A verbatim reproduction of the lines below, from the line containing "function fillPath(path, color)" through the line containing "M1076,838h36v19h-35z", both ends included, is the whole required output.

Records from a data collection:
+===+
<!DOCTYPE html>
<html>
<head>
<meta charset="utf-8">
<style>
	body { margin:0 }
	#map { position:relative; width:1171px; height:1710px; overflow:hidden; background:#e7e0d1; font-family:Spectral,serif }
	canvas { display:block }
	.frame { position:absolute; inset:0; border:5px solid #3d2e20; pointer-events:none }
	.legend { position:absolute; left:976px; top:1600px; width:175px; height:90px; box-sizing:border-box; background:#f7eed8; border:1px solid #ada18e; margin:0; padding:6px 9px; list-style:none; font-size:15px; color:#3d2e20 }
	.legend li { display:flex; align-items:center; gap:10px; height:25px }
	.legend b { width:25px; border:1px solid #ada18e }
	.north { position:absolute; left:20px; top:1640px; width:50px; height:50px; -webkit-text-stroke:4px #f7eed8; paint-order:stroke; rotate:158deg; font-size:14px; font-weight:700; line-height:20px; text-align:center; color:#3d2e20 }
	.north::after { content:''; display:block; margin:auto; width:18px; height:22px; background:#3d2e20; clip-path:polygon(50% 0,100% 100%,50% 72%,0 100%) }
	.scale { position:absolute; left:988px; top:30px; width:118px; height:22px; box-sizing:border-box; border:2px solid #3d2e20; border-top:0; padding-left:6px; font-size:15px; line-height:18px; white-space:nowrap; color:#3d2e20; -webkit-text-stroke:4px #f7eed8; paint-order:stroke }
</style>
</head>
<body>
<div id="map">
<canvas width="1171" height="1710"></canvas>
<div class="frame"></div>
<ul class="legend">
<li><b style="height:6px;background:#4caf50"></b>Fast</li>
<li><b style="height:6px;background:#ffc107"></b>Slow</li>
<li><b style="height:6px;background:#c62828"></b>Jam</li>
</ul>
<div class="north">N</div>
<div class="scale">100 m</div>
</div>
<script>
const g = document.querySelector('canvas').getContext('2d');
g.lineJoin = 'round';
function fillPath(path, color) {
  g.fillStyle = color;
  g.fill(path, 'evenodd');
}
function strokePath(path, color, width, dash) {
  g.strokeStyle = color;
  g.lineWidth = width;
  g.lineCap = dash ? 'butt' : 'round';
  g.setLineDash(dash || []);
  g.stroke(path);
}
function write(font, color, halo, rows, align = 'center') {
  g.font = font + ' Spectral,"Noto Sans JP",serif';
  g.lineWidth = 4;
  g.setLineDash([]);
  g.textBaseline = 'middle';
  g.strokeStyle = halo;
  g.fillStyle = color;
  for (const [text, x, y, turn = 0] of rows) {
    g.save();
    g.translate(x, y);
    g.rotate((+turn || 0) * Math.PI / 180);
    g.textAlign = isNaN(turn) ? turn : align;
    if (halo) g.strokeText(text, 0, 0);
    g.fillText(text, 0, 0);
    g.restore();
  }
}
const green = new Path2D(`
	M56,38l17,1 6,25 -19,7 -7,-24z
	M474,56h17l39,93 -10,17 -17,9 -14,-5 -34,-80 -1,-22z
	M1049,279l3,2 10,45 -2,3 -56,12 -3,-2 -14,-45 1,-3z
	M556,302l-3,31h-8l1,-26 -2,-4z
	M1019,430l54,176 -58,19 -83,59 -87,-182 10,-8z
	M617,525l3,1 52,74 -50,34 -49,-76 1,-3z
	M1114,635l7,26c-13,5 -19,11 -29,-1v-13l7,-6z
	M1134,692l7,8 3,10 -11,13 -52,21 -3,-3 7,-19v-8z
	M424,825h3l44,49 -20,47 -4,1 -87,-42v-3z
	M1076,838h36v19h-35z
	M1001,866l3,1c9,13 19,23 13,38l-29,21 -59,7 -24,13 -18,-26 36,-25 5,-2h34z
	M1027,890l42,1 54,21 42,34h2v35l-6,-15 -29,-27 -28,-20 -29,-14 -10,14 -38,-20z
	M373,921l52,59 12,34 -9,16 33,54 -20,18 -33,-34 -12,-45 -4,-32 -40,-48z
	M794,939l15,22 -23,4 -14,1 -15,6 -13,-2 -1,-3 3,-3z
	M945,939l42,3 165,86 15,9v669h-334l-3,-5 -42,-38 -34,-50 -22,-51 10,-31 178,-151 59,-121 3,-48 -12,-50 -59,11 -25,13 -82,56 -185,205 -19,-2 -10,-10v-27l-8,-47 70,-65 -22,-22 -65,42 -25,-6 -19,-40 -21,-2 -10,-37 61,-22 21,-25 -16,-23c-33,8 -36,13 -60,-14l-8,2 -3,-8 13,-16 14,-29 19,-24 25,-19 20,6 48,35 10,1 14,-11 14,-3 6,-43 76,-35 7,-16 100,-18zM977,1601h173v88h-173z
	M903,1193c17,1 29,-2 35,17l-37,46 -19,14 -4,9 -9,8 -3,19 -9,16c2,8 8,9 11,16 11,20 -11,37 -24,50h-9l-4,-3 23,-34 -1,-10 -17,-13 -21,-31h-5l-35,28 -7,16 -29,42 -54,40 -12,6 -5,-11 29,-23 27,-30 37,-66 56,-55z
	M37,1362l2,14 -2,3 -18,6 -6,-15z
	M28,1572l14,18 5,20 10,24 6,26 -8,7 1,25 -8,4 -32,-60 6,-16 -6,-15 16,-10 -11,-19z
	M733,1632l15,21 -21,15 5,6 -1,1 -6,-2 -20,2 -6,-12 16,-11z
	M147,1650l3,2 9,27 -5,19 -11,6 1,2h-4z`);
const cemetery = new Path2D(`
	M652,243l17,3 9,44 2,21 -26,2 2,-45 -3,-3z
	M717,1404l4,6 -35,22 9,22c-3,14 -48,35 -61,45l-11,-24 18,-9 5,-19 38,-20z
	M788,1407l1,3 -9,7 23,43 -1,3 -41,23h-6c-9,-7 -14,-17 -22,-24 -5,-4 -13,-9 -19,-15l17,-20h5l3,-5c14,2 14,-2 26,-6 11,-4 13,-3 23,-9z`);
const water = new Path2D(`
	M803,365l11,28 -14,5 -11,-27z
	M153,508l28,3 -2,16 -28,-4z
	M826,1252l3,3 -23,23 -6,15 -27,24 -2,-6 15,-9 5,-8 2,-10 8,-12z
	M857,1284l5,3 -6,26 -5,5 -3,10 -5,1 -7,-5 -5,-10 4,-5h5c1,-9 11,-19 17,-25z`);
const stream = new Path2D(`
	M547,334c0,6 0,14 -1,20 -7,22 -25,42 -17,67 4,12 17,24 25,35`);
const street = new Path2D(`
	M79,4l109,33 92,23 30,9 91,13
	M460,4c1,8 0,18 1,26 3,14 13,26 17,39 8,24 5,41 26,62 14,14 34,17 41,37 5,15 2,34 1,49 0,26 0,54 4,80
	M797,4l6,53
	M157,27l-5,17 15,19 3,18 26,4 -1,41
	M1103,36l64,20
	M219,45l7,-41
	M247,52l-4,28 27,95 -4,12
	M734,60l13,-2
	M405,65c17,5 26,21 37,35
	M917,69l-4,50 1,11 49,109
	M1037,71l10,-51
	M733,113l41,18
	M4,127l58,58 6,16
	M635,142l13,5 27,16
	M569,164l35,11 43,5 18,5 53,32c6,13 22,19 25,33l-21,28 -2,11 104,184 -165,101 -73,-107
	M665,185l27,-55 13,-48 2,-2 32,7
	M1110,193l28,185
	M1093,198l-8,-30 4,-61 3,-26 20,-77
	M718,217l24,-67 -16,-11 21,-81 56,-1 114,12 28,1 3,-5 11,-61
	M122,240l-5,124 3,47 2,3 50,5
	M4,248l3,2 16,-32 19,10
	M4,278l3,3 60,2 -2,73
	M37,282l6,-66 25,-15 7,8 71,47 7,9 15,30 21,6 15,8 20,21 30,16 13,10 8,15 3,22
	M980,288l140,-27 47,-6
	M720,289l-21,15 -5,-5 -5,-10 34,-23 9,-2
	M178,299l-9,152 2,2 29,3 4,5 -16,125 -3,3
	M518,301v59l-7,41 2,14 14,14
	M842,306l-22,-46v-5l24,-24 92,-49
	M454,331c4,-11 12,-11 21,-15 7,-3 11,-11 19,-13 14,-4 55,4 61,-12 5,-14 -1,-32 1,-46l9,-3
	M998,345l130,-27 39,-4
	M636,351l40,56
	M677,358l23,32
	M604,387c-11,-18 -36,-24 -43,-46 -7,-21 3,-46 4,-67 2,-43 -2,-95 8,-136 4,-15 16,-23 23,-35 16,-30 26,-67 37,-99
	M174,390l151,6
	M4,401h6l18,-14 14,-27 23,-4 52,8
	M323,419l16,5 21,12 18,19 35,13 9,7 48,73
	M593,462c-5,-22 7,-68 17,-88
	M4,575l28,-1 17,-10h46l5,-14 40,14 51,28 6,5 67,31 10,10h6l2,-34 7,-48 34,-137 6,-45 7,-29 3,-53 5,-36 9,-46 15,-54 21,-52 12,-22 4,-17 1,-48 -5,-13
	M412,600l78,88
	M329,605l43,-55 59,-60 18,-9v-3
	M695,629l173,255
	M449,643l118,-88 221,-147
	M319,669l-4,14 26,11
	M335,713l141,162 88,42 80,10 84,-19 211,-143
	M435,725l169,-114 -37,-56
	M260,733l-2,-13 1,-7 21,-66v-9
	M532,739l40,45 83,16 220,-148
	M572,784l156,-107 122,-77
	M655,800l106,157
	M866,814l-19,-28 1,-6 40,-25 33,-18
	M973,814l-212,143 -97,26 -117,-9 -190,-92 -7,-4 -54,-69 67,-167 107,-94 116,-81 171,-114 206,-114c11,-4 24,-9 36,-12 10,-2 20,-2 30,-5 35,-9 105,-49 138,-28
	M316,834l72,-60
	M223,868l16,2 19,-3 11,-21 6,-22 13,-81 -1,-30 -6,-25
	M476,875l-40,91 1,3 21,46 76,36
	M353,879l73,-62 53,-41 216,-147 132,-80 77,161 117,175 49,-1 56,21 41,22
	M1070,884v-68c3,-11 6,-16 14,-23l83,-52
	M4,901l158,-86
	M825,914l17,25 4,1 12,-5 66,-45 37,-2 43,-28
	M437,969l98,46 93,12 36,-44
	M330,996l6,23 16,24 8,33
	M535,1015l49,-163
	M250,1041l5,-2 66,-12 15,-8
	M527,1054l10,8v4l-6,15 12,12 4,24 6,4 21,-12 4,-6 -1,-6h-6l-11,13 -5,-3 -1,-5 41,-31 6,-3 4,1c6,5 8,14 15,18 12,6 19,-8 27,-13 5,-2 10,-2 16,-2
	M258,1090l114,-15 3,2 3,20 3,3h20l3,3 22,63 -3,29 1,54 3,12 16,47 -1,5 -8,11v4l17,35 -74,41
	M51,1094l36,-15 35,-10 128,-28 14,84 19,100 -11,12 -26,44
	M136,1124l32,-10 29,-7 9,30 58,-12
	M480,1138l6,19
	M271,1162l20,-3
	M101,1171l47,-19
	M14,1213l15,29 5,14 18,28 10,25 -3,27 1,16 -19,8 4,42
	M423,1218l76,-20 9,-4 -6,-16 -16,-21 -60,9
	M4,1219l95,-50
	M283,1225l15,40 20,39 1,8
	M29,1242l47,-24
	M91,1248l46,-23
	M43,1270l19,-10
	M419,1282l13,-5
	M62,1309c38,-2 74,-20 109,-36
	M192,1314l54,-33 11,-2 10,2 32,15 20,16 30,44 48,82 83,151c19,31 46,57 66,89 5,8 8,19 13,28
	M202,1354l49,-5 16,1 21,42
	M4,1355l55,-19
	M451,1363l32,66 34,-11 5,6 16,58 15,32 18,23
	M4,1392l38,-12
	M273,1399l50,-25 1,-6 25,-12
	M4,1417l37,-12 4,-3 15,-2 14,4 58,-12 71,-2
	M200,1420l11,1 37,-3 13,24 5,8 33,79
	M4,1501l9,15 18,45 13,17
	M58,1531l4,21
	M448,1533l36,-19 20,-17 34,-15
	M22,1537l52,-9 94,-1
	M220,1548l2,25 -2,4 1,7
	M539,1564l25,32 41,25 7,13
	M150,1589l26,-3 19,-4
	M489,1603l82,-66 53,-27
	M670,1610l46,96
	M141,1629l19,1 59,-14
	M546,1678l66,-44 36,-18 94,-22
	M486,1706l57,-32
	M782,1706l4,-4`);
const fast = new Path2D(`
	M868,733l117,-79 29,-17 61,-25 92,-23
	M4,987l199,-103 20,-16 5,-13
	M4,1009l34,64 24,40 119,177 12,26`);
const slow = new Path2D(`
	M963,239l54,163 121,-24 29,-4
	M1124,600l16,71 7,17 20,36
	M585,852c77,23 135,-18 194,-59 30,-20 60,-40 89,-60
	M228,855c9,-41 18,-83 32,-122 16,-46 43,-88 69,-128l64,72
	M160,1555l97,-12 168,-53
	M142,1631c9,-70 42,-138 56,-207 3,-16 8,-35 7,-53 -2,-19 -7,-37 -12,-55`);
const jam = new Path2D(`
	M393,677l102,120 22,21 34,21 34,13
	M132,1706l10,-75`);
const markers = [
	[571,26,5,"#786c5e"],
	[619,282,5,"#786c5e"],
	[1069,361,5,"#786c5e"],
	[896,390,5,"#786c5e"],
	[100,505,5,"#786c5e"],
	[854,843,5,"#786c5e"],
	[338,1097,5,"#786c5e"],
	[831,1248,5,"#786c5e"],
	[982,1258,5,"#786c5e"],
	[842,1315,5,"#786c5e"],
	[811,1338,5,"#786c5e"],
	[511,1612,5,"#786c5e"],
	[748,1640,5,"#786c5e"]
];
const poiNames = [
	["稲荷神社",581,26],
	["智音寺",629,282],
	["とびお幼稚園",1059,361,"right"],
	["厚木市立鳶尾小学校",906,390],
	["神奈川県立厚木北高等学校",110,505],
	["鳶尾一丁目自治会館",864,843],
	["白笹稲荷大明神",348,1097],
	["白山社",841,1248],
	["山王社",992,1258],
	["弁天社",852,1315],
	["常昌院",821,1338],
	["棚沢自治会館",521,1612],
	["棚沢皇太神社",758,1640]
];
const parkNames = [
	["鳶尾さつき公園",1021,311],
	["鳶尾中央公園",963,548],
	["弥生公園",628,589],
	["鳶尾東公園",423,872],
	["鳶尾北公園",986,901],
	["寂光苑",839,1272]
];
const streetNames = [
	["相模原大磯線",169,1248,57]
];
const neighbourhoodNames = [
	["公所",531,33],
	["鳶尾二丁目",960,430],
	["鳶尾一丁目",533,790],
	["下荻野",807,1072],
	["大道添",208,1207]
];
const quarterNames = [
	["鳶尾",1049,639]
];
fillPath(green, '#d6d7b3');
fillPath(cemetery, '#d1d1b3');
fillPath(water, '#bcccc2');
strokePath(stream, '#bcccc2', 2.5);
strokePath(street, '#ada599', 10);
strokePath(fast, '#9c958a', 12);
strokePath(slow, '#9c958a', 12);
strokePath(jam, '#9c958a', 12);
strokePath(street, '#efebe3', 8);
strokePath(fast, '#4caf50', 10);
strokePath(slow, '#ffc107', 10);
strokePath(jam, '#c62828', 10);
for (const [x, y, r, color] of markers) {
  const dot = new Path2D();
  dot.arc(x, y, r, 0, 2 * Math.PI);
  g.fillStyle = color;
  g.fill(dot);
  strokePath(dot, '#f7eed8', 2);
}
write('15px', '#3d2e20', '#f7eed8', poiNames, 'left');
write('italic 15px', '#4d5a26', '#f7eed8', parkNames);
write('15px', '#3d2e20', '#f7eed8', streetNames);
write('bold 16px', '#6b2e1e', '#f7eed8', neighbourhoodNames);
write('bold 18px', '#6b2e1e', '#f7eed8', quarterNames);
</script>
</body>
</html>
+===+
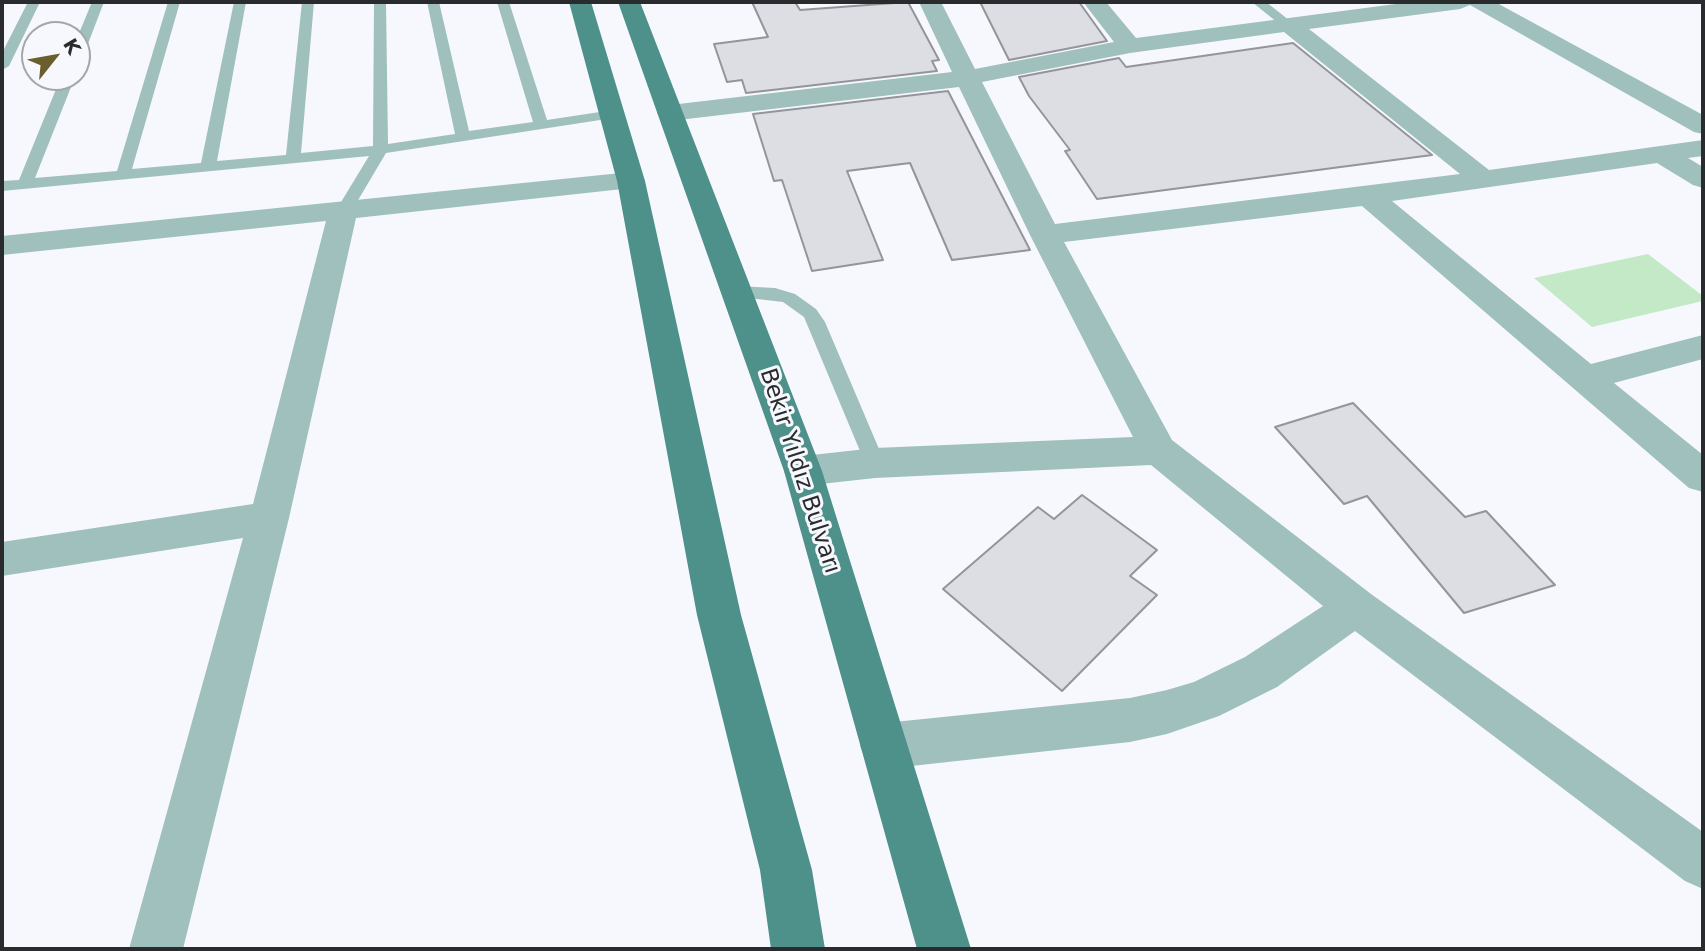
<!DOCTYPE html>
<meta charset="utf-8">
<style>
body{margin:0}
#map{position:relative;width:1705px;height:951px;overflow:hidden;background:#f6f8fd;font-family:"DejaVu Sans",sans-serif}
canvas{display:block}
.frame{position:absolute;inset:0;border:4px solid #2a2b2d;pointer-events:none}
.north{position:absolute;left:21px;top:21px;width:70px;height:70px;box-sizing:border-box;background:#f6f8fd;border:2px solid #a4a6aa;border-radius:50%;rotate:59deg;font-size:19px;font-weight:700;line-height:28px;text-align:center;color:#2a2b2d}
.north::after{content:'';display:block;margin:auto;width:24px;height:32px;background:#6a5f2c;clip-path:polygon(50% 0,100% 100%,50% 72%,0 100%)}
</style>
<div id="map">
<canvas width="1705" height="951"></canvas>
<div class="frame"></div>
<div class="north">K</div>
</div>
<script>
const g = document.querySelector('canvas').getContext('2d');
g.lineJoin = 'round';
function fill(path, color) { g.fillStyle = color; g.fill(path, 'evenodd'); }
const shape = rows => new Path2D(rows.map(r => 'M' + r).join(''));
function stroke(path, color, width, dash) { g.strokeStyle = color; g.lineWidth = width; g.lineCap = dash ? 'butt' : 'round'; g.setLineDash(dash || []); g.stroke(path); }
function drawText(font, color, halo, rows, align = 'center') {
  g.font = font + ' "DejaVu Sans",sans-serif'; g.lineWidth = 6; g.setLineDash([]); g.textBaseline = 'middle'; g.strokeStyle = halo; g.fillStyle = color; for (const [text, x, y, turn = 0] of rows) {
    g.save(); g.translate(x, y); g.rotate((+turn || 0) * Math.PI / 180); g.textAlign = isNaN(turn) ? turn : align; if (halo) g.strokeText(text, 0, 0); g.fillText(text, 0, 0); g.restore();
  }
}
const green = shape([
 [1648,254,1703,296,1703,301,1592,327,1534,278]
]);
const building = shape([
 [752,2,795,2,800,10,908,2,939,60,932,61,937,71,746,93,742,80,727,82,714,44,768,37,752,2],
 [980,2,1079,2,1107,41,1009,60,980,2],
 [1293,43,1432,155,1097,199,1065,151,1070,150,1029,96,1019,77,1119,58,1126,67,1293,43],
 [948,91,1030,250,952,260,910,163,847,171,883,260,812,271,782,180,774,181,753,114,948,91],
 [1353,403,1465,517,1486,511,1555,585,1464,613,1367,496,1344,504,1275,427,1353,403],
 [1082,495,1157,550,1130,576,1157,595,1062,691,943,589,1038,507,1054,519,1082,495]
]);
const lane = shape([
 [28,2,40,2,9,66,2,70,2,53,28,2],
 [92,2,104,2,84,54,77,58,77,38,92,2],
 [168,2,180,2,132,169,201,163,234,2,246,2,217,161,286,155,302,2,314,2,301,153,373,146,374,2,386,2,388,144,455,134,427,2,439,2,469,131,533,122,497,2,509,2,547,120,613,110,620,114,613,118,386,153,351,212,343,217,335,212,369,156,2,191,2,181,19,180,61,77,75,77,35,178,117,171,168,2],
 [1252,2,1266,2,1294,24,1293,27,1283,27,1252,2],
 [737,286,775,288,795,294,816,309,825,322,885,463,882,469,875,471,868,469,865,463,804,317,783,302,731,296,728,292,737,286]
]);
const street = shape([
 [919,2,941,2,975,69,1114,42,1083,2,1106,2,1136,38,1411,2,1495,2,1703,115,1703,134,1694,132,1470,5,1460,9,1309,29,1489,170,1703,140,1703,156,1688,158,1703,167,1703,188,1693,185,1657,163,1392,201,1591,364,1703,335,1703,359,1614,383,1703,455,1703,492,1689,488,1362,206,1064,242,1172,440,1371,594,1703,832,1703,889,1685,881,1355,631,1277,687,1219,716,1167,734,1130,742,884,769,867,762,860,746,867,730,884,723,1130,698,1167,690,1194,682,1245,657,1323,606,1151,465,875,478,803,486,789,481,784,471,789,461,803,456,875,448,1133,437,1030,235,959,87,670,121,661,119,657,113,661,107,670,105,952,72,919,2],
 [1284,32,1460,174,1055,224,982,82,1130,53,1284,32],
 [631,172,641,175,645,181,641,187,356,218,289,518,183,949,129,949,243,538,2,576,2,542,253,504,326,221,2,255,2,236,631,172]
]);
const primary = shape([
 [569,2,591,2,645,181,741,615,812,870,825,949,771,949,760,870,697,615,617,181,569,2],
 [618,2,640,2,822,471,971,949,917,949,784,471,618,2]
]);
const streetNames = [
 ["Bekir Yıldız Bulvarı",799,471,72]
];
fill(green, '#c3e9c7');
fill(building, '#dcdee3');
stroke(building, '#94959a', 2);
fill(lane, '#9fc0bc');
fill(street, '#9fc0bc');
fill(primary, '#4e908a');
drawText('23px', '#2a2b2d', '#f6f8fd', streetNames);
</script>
+===+
SOLVED PROBLEM:
function fillPath(path, color) {
  g.fillStyle = color;
  g.fill(path, 'evenodd');
}
function strokePath(path, color, width, dash) {
  g.strokeStyle = color;
  g.lineWidth = width;
  g.lineCap = dash ? 'butt' : 'round';
  g.setLineDash(dash || []);
  g.stroke(path);
}
function write(font, color, halo, rows, align = 'center') {
  g.font = font + ' Spectral,"Noto Sans JP",serif';
  g.lineWidth = 4;
  g.setLineDash([]);
  g.textBaseline = 'middle';
  g.strokeStyle = halo;
  g.fillStyle = color;
  for (const [text, x, y, turn = 0] of rows) {
    g.save();
    g.translate(x, y);
    g.rotate((+turn || 0) * Math.PI / 180);
    g.textAlign = isNaN(turn) ? turn : align;
    if (halo) g.strokeText(text, 0, 0);
    g.fillText(text, 0, 0);
    g.restore();
  }
}
const green = new Path2D(`
	M56,38l17,1 6,25 -19,7 -7,-24z
	M474,56h17l39,93 -10,17 -17,9 -14,-5 -34,-80 -1,-22z
	M1049,279l3,2 10,45 -2,3 -56,12 -3,-2 -14,-45 1,-3z
	M556,302l-3,31h-8l1,-26 -2,-4z
	M1019,430l54,176 -58,19 -83,59 -87,-182 10,-8z
	M617,525l3,1 52,74 -50,34 -49,-76 1,-3z
	M1114,635l7,26c-13,5 -19,11 -29,-1v-13l7,-6z
	M1134,692l7,8 3,10 -11,13 -52,21 -3,-3 7,-19v-8z
	M424,825h3l44,49 -20,47 -4,1 -87,-42v-3z
	M1076,838h36v19h-35z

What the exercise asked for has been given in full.